##### MATERIAL PROVIDED #####
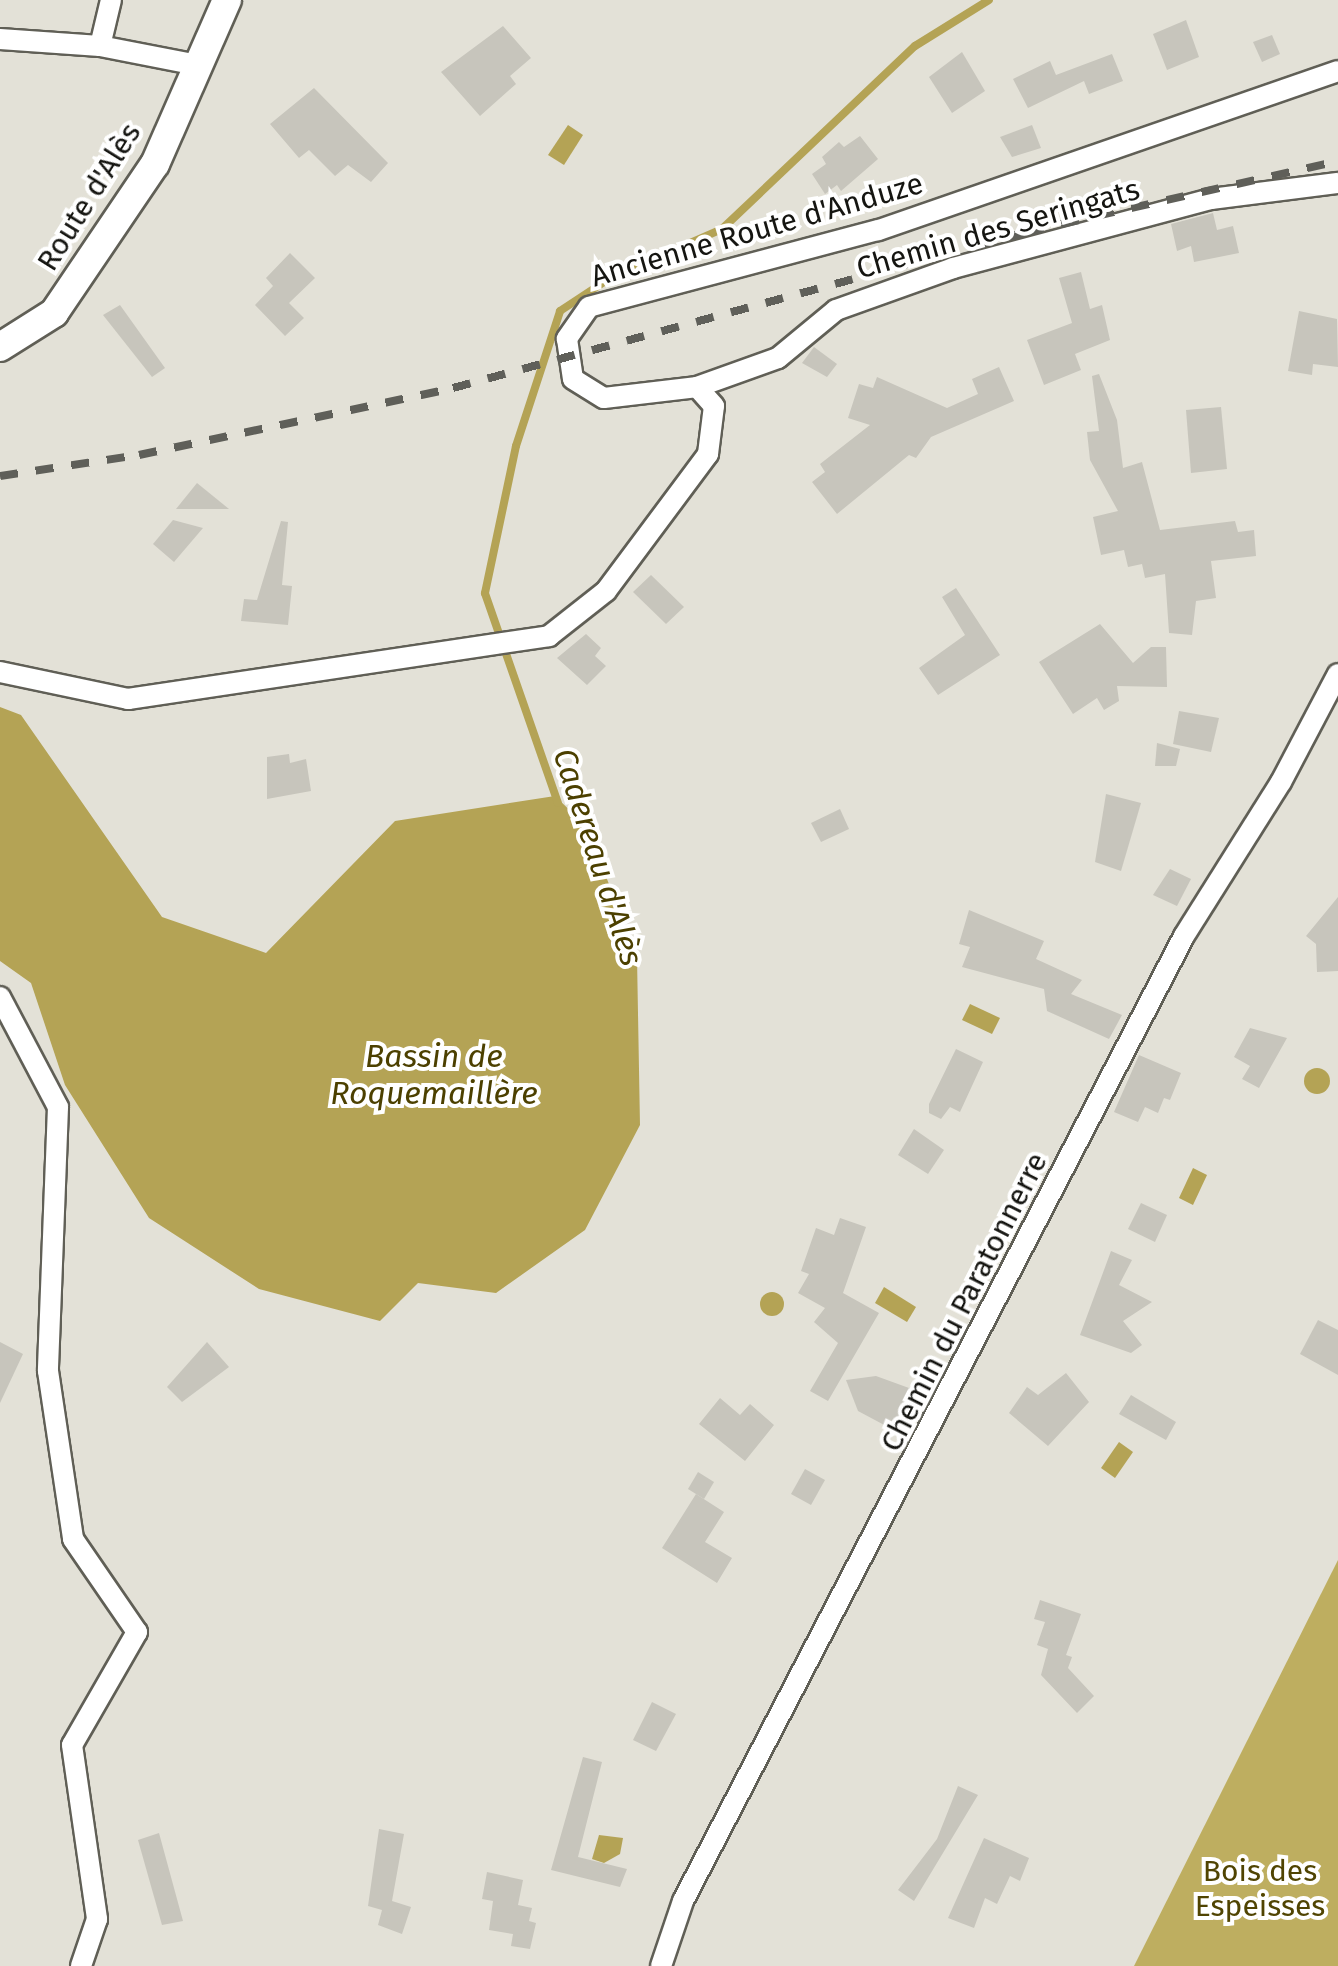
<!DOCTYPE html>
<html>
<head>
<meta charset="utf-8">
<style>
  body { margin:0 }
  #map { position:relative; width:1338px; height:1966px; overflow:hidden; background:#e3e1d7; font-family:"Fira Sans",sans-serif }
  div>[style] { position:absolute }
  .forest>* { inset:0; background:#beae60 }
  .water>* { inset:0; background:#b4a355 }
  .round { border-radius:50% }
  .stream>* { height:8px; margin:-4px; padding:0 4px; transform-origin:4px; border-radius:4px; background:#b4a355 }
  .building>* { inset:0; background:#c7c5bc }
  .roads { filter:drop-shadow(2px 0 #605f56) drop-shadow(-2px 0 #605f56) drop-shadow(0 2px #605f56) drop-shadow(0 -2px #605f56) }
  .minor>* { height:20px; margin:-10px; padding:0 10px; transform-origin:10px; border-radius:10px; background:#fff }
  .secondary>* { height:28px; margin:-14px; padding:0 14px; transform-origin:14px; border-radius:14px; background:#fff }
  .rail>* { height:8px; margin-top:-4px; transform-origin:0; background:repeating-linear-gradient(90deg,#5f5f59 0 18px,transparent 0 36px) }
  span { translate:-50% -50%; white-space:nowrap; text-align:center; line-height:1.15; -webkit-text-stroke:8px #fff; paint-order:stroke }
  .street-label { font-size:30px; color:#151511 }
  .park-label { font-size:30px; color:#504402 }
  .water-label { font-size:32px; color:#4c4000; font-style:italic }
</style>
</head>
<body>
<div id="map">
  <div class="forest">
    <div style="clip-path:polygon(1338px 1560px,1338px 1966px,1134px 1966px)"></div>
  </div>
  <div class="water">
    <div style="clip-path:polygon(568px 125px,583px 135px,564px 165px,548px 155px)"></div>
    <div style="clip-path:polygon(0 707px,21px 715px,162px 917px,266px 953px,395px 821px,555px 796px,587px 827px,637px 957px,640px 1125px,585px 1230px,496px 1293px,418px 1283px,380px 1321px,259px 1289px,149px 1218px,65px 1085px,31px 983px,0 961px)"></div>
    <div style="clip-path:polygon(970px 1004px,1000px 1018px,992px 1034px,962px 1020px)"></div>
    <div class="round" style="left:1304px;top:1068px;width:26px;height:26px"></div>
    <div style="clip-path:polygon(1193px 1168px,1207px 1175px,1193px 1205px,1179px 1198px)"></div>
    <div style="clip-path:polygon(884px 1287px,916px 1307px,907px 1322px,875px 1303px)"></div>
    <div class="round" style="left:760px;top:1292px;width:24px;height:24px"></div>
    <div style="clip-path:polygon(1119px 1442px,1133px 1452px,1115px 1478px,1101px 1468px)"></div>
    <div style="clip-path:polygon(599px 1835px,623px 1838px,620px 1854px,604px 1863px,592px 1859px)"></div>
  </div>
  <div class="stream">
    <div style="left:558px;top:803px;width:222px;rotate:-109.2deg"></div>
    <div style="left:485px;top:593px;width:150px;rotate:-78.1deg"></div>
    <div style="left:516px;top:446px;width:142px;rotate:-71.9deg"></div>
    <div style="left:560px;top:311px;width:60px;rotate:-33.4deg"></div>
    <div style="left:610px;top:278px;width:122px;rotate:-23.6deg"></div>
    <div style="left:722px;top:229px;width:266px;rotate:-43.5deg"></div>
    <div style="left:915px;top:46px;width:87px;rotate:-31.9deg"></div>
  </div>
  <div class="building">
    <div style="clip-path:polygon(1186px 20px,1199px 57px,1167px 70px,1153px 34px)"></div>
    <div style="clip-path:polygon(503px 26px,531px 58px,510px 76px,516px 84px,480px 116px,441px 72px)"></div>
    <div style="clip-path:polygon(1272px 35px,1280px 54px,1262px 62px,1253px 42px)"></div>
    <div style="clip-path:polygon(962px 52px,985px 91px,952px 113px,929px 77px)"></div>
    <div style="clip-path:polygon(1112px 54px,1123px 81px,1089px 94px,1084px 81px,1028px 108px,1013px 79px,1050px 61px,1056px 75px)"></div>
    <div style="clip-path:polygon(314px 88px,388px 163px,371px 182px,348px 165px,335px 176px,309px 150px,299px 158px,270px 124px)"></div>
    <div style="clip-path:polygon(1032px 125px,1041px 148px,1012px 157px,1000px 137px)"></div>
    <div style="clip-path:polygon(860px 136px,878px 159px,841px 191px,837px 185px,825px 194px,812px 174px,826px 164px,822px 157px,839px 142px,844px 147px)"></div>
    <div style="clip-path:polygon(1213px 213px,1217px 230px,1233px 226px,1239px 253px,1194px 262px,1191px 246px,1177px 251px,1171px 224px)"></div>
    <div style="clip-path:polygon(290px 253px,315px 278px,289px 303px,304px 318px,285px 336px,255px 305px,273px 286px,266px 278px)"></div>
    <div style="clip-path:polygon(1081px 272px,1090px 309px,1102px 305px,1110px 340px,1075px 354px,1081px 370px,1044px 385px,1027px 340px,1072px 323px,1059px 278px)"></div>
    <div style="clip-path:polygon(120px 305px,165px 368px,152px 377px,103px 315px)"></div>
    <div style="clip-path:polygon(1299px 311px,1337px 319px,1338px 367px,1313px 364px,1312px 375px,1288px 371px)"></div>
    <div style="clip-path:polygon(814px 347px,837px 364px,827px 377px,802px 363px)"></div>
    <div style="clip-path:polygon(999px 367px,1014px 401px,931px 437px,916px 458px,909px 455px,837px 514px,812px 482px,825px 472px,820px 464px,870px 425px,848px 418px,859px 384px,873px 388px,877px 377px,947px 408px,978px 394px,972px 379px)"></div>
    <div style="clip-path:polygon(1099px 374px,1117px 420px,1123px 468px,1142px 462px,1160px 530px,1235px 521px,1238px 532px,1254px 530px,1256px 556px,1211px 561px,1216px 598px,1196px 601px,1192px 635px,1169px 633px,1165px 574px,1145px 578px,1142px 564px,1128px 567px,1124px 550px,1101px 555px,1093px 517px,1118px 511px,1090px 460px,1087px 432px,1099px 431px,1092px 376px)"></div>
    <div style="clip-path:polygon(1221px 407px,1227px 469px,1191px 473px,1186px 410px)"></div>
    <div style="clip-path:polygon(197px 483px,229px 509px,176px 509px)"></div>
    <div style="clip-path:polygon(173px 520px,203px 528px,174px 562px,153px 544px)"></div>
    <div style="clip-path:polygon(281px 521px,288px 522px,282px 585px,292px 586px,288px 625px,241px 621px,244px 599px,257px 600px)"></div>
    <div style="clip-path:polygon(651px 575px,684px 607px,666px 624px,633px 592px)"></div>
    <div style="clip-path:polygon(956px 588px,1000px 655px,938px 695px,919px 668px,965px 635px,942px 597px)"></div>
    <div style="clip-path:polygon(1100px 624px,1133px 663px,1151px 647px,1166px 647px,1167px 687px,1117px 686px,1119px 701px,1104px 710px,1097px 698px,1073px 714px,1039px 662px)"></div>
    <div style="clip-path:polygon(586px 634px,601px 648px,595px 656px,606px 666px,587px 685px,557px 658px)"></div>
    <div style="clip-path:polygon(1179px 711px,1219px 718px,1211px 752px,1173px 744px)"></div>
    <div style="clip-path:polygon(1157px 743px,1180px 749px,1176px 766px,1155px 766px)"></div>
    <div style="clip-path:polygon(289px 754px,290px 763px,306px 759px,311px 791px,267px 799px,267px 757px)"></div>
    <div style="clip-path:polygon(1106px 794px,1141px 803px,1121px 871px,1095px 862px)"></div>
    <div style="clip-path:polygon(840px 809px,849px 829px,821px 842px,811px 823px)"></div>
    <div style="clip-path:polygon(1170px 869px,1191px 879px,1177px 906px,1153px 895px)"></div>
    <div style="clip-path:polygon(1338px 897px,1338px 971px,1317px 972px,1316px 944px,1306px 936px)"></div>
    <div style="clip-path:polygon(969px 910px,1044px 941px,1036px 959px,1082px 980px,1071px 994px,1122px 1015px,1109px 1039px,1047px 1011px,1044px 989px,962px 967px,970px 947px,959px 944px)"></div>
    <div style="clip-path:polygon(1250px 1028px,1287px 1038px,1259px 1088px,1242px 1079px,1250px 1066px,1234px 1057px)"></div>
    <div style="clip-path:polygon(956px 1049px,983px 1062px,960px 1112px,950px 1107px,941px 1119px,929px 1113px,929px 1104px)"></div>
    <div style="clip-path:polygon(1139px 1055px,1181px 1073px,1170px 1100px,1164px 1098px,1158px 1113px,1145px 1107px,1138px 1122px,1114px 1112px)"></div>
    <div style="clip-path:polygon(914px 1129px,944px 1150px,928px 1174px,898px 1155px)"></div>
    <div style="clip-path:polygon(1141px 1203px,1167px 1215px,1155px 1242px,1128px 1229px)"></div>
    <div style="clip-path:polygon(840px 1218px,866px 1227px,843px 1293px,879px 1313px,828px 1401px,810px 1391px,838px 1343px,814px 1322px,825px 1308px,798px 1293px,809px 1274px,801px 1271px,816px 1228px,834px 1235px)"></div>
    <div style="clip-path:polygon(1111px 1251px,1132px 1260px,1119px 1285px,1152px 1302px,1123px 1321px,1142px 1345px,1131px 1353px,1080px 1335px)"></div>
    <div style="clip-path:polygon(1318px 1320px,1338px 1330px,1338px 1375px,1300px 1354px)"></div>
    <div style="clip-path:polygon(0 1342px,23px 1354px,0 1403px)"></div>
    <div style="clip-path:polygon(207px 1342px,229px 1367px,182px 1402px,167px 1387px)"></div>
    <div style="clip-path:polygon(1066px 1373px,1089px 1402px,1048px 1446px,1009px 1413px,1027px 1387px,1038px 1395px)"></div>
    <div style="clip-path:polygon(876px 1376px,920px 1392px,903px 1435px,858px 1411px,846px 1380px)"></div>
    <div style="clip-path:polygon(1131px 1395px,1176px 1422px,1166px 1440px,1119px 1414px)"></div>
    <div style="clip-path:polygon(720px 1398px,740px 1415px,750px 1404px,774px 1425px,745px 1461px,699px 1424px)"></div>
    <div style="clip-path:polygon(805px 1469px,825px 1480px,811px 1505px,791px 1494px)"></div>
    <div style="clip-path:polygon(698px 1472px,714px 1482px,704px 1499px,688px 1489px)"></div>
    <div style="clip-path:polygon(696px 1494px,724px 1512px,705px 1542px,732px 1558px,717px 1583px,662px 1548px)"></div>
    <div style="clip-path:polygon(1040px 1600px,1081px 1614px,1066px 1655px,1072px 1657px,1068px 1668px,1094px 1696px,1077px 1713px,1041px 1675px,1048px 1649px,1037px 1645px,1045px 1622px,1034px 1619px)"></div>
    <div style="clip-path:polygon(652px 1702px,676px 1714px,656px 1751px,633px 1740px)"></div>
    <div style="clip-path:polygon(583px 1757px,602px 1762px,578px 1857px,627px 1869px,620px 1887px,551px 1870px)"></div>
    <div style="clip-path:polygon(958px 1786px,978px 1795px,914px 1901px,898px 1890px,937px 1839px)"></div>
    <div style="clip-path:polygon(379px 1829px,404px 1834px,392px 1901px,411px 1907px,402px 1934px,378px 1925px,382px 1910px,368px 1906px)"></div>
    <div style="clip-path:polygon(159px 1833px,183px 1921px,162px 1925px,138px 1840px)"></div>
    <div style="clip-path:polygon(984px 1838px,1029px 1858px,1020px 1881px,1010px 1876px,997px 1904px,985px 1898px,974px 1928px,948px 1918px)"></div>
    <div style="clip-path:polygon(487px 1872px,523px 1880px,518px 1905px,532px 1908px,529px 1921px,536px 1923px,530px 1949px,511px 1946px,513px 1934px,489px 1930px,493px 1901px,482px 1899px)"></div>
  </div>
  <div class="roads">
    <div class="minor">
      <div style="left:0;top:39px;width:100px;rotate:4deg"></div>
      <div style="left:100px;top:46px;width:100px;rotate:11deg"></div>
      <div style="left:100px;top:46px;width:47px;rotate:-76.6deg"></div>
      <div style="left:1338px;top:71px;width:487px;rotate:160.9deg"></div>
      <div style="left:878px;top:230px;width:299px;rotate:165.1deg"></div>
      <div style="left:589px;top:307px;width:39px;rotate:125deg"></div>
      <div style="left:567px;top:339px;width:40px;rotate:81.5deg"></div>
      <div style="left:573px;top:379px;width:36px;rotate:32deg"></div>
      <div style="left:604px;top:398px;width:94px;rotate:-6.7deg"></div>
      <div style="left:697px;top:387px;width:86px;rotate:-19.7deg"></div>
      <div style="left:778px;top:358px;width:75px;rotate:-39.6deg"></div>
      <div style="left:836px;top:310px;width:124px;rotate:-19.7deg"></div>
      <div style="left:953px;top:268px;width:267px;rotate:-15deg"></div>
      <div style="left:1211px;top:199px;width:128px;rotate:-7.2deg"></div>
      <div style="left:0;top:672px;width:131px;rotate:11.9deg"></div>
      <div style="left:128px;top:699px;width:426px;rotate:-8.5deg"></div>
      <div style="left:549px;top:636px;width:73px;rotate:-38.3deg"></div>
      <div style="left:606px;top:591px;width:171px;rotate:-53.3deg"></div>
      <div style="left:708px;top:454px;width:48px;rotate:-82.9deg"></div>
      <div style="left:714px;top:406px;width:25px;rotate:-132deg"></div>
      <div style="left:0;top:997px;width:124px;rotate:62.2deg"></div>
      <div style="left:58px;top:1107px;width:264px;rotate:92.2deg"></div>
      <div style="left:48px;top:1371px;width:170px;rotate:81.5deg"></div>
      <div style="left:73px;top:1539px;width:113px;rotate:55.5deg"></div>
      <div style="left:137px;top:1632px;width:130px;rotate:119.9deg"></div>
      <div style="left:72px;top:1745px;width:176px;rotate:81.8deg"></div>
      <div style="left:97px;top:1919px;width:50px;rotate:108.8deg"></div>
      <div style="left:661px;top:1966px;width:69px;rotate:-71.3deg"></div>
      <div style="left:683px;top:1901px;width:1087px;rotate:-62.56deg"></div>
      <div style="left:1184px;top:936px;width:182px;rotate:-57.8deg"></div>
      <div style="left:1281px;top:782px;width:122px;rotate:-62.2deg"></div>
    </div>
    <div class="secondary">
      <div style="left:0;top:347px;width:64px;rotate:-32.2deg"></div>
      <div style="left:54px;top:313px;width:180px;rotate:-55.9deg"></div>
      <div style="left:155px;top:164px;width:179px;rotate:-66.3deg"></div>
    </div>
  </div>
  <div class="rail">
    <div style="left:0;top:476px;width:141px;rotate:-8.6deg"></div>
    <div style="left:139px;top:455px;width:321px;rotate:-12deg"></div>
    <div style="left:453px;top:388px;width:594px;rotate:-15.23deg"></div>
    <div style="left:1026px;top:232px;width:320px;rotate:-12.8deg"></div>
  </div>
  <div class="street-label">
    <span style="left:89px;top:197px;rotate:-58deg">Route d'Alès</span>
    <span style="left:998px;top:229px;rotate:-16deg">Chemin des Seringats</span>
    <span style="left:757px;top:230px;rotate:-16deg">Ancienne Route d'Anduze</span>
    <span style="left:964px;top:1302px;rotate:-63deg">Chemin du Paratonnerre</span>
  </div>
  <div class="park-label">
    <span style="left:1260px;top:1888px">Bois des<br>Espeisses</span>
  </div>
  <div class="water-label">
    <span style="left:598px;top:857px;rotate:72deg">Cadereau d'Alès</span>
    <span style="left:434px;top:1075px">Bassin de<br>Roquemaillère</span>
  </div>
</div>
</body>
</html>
#####
TRY IT: Search the material for the word "minor" and copy every matching line.

RESULT:
  .minor>* { height:20px; margin:-10px; padding:0 10px; transform-origin:10px; border-radius:10px; background:#fff }
    <div class="minor">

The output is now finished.